▶ **REQUIRED ACTION**
Show each line of the records in which the word "roads" occurs.

▶ **RAW DATA**

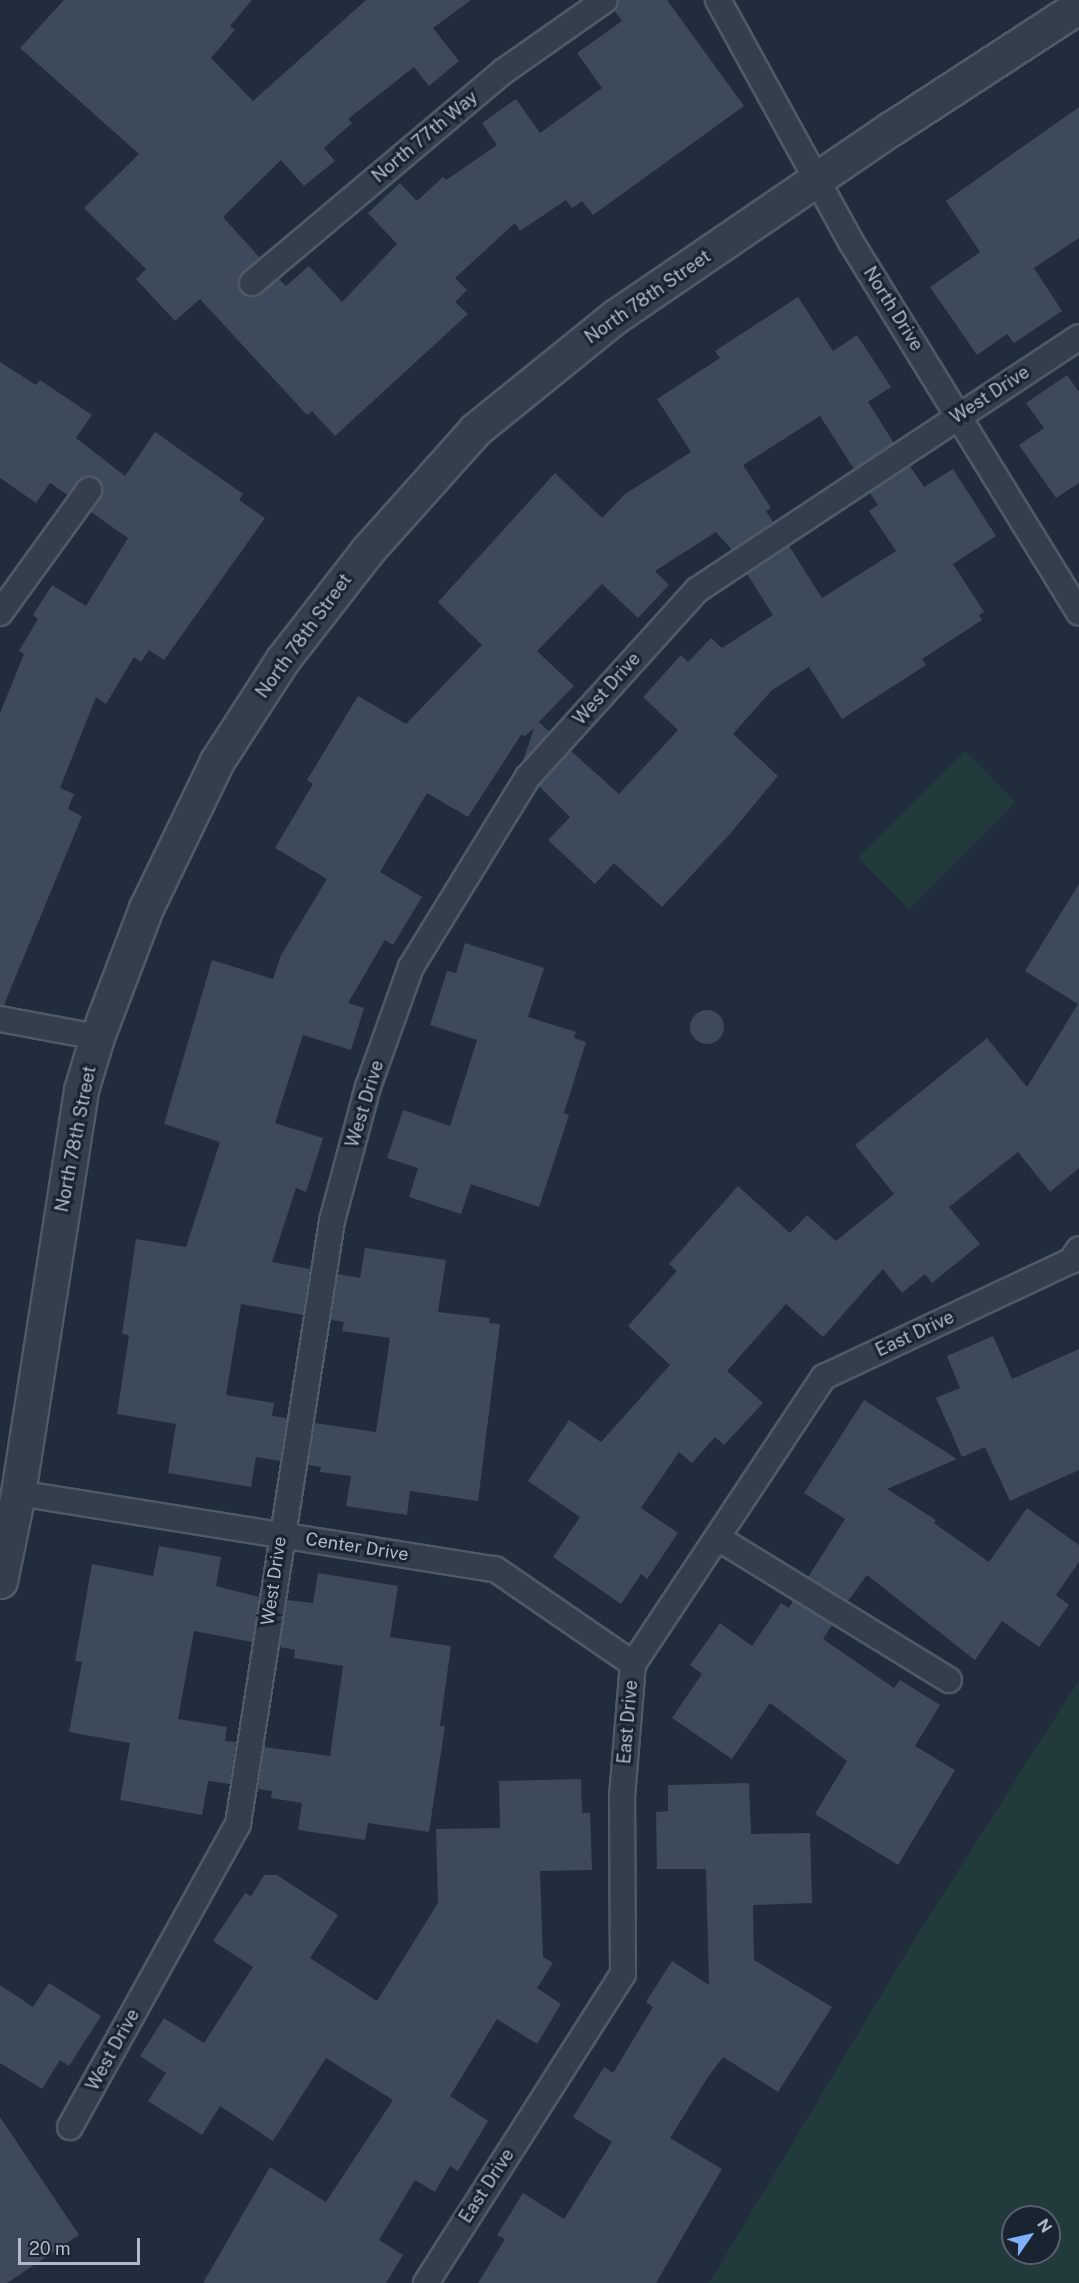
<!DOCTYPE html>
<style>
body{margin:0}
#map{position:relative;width:1079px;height:2283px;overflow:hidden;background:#212c3c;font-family:"Public Sans",sans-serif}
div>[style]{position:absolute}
.green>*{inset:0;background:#233a3d;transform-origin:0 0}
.building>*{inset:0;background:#3d4a5b}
.round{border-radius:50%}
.roads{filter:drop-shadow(2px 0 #505966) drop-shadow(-2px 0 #505966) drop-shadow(0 2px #505966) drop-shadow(0 -2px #505966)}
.service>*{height:24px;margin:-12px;padding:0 12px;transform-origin:12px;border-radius:12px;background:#353e4c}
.tertiary>*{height:33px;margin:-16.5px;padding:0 16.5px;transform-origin:16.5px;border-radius:16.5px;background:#353e4c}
span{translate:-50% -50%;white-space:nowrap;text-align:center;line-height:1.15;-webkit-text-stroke:6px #1a2330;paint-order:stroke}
.street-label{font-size:18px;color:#b0b9c8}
.north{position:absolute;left:1001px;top:2205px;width:60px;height:60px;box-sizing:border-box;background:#1a2330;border:2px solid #565f6d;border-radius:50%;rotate:56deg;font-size:16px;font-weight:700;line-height:24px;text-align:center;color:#b0b9c8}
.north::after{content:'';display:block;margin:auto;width:21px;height:27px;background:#81b1fc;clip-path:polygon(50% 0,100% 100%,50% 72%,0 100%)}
.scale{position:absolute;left:18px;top:2238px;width:122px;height:27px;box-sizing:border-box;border:3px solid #b0b9c8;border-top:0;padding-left:8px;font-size:18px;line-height:21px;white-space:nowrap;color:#b0b9c8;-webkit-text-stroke:4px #1a2330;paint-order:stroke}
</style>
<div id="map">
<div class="green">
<i style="left:965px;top:751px;width:72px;height:151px;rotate:45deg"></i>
<i style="clip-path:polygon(evenodd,1079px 1680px,1079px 2283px,709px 2283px,913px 1942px,1079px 1680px,1013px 2217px,1049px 2217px,1049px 2253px,1013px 2253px,1013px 2217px)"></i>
</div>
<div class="building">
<i style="clip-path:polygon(64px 0,252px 0,230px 26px,235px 30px,211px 58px,253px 101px,366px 0,471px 0,433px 28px,459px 61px,429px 86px,414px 67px,348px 119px,352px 123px,324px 148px,335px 161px,304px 186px,281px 160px,223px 217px,260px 258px,238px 279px,241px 292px,248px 297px,261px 294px,279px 279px,286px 286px,309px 266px,342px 302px,397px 244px,368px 213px,400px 183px,417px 201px,443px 177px,446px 180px,497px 145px,482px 123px,516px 99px,540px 133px,602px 88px,577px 53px,622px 21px,614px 10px,619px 0,667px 0,744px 106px,593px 215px,582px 201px,572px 208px,566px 200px,520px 231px,515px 223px,455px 278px,467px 290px,455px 302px,468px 314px,335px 436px,312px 411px,307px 415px,200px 299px,175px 321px,136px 279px,146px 269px,84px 208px,139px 154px,20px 48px)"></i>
<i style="clip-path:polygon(1079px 107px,1079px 238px,1034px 268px,1062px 311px,1014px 343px,1007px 334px,977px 355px,930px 287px,980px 252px,946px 201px)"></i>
<i style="clip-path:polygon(798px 297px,833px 351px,857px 335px,891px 387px,868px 402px,894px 443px,854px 469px,820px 416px,743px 465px,771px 508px,766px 511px,773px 522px,732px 550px,716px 532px,655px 571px,669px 585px,638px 618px,602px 584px,537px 651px,574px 686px,539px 722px,550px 732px,523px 761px,534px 728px,525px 736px,521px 735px,468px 817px,427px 793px,380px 872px,422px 897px,393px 945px,385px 940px,348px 1003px,364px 1008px,351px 1050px,303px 1035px,275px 1123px,323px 1138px,306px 1192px,296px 1188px,272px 1262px,310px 1269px,303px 1315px,241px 1304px,226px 1395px,274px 1403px,272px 1416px,287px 1418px,280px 1461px,256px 1457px,251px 1487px,168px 1473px,176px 1424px,117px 1414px,129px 1335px,122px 1334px,136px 1239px,186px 1247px,220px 1142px,164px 1124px,212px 960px,273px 979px,281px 955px,327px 879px,275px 848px,313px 784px,307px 780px,358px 696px,406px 724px,482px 645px,438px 602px,555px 473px,602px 518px,625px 494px,691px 452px,657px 399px,720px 358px,715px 351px)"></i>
<i style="clip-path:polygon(0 362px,36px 385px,40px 380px,92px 415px,76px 438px,125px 476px,155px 432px,243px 494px,239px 500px,265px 518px,164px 660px,149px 650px,141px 662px,134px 657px,106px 704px,96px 697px,60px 788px,74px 794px,68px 809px,82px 816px,4px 1005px,0 1005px,0 713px,24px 654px,19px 651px,38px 619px,33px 615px,52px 585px,86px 606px,128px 538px,91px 512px,103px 492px,97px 478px,83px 477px,68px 495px,50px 483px,36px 503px,0 478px)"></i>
<i style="clip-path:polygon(1067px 375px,1079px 392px,1079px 483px,1056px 498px,1019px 445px,1044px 428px,1026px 403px)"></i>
<i style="clip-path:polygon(910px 466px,924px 487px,953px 469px,996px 536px,953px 564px,984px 612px,979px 615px,982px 620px,922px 659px,926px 665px,842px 719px,809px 667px,772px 690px,733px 734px,778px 776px,729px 835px,662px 907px,614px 863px,595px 884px,548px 840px,570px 817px,539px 786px,571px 751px,619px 794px,678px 730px,643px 697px,681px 655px,688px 662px,711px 638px,722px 648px,773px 615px,747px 574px,789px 546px,822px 598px,896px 551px,869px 511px,878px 505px,870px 493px)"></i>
<i style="clip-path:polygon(1079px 884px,1079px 1168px,1050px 1192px,1018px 1152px,949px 1207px,980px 1244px,932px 1283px,925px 1274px,902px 1293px,883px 1269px,823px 1337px,786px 1304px,727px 1371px,763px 1403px,724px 1445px,715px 1437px,692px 1463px,679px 1452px,641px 1508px,678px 1533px,647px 1579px,641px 1574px,621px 1604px,553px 1557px,580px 1517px,528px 1481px,569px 1420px,601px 1442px,670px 1365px,628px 1326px,677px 1271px,669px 1264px,738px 1186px,790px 1233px,807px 1215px,836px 1241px,894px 1194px,855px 1145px,987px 1038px,1027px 1087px,1078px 1004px,1025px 971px)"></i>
<i style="clip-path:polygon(465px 943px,544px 968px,528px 1017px,576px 1032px,574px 1038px,586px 1042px,564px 1113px,569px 1115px,539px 1207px,471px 1184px,461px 1214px,409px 1197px,418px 1168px,387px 1158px,403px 1110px,450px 1126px,477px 1040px,430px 1025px,447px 971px,456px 973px)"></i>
<i class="round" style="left:690px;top:1010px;width:34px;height:34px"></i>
<i style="clip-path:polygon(365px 1248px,446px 1260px,438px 1312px,490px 1318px,489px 1323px,500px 1324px,478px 1501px,410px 1491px,407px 1515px,346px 1506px,351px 1476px,320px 1472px,321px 1467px,308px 1465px,315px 1423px,376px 1432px,390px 1338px,342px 1331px,344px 1322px,331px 1320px,338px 1274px,360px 1278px)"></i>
<i style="clip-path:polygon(993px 1336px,1012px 1379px,1079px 1349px,1079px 1470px,1010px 1501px,985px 1447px,962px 1457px,936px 1398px,960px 1388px,947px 1356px)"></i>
<i style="clip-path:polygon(864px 1400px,957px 1459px,887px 1489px,936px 1520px,934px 1523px,989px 1562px,1027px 1508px,1079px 1545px,1079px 1562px,1056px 1595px,1069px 1605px,1039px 1647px,1002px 1621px,975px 1660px,867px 1575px,848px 1601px,808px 1577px,845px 1519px,804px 1493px)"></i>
<i style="clip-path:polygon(159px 1546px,221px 1557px,216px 1586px,259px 1597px,252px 1642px,194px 1631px,178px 1719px,227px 1727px,225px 1741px,236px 1742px,230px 1784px,208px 1781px,202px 1815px,120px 1800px,130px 1743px,69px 1732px,82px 1662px,75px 1661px,92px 1564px,153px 1576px)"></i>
<i style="clip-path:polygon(318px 1573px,398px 1586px,390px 1637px,451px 1646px,440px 1726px,445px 1726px,429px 1832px,368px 1823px,365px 1840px,298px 1830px,302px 1803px,271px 1798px,272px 1791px,258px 1789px,264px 1747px,330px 1756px,343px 1666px,294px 1658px,295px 1650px,280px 1647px,287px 1600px,313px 1603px)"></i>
<i style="clip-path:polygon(793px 1601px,832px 1625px,823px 1639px,894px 1688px,900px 1680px,940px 1705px,915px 1746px,955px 1770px,898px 1865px,815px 1814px,847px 1761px,770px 1703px,732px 1759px,672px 1718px,702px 1674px,690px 1665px,720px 1623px,752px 1646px,781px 1603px,789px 1608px)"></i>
<i style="clip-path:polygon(581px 1779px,582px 1813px,590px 1813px,592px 1870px,540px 1871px,543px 1957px,553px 1963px,537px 1988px,561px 2004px,537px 2044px,497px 2019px,450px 2096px,488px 2121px,458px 2171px,450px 2166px,435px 2192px,415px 2180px,379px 2240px,403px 2255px,386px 2283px,203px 2283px,270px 2167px,326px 2202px,393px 2100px,326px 2058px,273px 2141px,220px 2106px,202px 2135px,148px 2101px,166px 2073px,140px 2056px,164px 2018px,204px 2043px,253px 1967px,213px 1941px,245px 1893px,251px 1896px,264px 1875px,277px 1875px,338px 1915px,310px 1958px,377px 2001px,438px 1903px,436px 1829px,500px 1828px,499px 1781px)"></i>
<i style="clip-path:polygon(749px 1783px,751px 1834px,810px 1833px,812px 1903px,753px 1905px,754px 1960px,832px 2007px,778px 2092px,723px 2057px,708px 2077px,670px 2138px,722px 2169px,656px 2283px,478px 2283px,505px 2239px,497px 2235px,523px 2193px,564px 2219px,612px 2142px,573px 2117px,604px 2067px,613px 2073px,653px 2007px,646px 2002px,672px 1961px,709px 1985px,706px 1869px,657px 1869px,656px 1812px,668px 1811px,668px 1785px)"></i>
<i style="clip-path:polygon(49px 1983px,101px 2016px,69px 2066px,60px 2060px,42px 2089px,0 2063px,0 1985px,33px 2007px)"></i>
<i style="clip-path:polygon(0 2117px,79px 2235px,7px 2283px,0 2283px)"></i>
</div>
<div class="roads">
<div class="service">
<i style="left:718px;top:0;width:276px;rotate:61.2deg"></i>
<i style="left:851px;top:242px;width:435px;rotate:58.4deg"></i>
<i style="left:252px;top:283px;width:329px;rotate:-40.1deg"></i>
<i style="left:504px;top:71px;width:123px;rotate:-35.1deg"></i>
<i style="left:0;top:613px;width:152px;rotate:-54.1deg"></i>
<i style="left:0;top:1019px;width:99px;rotate:10.5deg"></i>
<i style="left:18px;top:1493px;width:483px;rotate:9.1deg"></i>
<i style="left:495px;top:1569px;width:168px;rotate:34.5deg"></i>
<i style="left:718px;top:1538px;width:271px;rotate:31.6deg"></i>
<i style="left:70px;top:2127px;width:346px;rotate:-61deg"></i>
<i style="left:238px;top:1824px;width:610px;rotate:-81.14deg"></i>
<i style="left:332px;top:1221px;width:139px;rotate:-75deg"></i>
<i style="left:368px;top:1087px;width:127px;rotate:-70.3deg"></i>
<i style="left:411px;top:967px;width:223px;rotate:-58.4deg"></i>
<i style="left:528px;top:777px;width:252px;rotate:-47.9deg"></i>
<i style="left:697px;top:590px;width:458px;rotate:-33.5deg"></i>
<i style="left:426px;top:2283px;width:366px;rotate:-57.5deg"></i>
<i style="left:623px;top:1974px;width:177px;rotate:-90.3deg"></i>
<i style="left:622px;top:1797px;width:133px;rotate:-85.3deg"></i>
<i style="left:633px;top:1664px;width:345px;rotate:-56.4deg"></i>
<i style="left:824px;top:1377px;width:273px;rotate:-25.2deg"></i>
<i style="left:1071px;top:1261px;width:14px;rotate:-56deg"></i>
</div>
<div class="tertiary">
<i style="left:0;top:1581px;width:90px;rotate:-78.4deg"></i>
<i style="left:18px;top:1493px;width:408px;rotate:-81.1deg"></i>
<i style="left:81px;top:1090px;width:55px;rotate:-73.2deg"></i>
<i style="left:97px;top:1037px;width:138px;rotate:-69.2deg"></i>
<i style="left:146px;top:908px;width:163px;rotate:-64.2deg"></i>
<i style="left:217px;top:761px;width:121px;rotate:-57.1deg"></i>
<i style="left:283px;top:659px;width:137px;rotate:-52.1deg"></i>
<i style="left:367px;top:551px;width:162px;rotate:-48.2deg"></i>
<i style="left:475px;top:430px;width:181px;rotate:-39deg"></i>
<i style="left:616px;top:316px;width:334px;rotate:-34.3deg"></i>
<i style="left:892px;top:128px;width:223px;rotate:-33.1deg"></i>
</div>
</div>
<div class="street-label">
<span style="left:425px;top:137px;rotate:-40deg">North 77th Way</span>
<span style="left:648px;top:297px;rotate:-35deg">North 78th Street</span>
<span style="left:893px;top:309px;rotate:58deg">North Drive</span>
<span style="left:990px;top:395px;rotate:-33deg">West Drive</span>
<span style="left:304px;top:636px;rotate:-54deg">North 78th Street</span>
<span style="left:607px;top:689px;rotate:-48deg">West Drive</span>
<span style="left:365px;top:1104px;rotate:-73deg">West Drive</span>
<span style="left:76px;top:1139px;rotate:-79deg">North 78th Street</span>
<span style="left:915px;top:1334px;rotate:-25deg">East Drive</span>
<span style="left:357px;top:1547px;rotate:9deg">Center Drive</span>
<span style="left:274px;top:1581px;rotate:-82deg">West Drive</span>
<span style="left:628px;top:1722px;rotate:-85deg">East Drive</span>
<span style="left:113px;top:2050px;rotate:-61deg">West Drive</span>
<span style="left:487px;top:2186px;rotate:-57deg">East Drive</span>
</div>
<div class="north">N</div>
<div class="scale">20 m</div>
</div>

▶ **RESULT FOR THIS EXERCISE**
.roads{filter:drop-shadow(2px 0 #505966) drop-shadow(-2px 0 #505966) drop-shadow(0 2px #505966) drop-shadow(0 -2px #505966)}
<div class="roads">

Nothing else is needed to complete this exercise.